Tally the lines below that contain the word "index", then give the tally and nothing more.

(Dataset entries)
- - - -

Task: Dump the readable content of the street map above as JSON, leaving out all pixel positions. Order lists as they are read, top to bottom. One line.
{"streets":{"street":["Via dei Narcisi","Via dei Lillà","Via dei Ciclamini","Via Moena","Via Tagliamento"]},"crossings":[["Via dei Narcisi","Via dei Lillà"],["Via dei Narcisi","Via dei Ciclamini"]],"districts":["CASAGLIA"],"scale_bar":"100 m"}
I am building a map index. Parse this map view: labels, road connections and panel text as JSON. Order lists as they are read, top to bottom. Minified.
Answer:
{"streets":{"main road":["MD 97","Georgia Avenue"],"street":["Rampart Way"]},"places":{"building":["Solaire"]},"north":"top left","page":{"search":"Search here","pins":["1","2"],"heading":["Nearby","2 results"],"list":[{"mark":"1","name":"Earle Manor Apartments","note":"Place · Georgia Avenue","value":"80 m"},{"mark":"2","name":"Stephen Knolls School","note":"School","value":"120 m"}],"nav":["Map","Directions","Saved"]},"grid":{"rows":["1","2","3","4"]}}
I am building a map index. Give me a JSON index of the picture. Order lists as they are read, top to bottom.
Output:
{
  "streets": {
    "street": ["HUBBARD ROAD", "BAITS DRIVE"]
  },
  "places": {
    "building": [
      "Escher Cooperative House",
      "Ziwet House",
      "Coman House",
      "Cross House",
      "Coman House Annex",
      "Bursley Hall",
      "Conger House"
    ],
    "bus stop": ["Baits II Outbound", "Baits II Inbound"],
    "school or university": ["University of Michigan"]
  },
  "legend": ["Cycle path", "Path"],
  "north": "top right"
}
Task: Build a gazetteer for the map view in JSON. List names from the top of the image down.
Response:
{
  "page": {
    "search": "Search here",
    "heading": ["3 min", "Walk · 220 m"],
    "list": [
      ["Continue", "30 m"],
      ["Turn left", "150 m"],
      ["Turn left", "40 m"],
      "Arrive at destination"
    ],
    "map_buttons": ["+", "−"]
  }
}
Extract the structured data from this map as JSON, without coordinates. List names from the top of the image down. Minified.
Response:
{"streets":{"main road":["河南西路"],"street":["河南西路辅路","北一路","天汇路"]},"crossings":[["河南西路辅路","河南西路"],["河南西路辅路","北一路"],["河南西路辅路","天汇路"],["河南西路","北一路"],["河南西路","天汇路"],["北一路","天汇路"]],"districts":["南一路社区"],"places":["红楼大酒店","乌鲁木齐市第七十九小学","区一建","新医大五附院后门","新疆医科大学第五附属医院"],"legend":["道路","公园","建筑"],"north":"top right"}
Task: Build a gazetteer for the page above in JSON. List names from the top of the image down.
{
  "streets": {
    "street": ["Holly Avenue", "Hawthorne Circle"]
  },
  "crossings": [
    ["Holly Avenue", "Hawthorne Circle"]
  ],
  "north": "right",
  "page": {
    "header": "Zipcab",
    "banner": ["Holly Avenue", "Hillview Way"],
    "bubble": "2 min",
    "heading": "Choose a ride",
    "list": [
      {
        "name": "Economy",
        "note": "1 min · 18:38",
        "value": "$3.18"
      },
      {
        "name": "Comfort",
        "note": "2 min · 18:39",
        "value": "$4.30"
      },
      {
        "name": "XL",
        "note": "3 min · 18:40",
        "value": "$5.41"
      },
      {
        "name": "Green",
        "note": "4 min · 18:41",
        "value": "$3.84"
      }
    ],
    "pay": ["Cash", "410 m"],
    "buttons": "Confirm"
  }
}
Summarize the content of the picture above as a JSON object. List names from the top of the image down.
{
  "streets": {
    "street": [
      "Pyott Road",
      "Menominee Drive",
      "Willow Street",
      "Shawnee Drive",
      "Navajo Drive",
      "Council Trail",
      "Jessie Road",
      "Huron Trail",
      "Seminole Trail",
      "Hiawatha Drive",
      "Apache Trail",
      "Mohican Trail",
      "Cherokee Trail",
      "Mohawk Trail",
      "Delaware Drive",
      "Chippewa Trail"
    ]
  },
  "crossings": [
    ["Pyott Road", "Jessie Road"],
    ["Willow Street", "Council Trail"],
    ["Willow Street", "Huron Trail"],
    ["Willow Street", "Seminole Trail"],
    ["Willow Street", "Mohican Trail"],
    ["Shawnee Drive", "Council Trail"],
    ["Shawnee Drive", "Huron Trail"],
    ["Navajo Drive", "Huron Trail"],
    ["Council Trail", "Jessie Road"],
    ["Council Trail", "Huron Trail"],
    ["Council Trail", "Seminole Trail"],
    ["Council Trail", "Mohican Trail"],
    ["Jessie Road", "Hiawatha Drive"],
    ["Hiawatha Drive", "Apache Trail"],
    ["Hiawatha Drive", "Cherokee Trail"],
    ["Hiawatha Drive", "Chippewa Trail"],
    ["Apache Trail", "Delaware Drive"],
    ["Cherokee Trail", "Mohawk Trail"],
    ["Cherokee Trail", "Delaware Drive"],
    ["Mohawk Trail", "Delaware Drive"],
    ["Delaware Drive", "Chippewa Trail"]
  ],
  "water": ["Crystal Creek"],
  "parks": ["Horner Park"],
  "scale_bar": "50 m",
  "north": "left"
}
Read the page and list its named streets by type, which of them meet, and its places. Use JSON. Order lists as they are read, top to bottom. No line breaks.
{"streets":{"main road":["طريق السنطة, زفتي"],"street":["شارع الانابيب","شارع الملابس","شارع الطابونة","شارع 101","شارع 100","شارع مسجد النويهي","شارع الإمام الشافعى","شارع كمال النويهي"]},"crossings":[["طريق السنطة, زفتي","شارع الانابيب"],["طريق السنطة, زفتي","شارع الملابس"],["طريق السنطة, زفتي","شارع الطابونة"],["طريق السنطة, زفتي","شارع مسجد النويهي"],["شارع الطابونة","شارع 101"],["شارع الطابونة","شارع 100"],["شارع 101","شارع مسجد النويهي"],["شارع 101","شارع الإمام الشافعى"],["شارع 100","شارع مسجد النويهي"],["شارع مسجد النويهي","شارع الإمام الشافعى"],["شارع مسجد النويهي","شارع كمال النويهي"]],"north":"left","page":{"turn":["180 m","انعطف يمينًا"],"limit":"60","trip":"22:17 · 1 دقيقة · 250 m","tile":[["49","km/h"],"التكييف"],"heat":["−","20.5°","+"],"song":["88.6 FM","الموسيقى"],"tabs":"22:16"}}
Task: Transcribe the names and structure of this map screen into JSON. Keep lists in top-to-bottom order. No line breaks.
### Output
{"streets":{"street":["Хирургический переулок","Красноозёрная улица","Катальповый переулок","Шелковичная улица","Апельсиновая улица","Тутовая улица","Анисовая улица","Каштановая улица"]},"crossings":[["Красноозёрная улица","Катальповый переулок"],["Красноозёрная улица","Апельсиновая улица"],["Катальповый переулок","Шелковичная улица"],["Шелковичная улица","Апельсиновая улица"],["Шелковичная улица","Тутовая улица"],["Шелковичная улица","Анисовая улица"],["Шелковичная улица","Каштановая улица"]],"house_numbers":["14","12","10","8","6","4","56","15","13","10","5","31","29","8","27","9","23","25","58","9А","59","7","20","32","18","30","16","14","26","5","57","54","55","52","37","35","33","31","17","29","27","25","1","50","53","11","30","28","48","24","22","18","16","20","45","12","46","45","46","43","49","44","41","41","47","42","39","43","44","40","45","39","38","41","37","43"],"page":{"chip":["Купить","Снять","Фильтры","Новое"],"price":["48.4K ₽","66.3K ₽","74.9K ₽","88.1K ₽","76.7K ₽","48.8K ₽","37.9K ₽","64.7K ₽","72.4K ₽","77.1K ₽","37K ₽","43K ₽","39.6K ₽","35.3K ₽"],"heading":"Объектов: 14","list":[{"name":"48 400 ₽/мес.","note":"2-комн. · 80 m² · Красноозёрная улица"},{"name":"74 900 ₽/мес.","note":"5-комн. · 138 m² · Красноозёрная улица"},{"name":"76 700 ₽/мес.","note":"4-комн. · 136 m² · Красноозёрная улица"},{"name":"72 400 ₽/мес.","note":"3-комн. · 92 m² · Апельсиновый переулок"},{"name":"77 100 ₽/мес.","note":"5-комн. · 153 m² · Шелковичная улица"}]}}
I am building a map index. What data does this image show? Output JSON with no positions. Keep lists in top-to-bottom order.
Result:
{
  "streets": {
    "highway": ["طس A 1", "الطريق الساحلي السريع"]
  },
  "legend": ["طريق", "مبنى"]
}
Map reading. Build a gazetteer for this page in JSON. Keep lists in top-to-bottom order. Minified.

- - - -

**Your response:**
3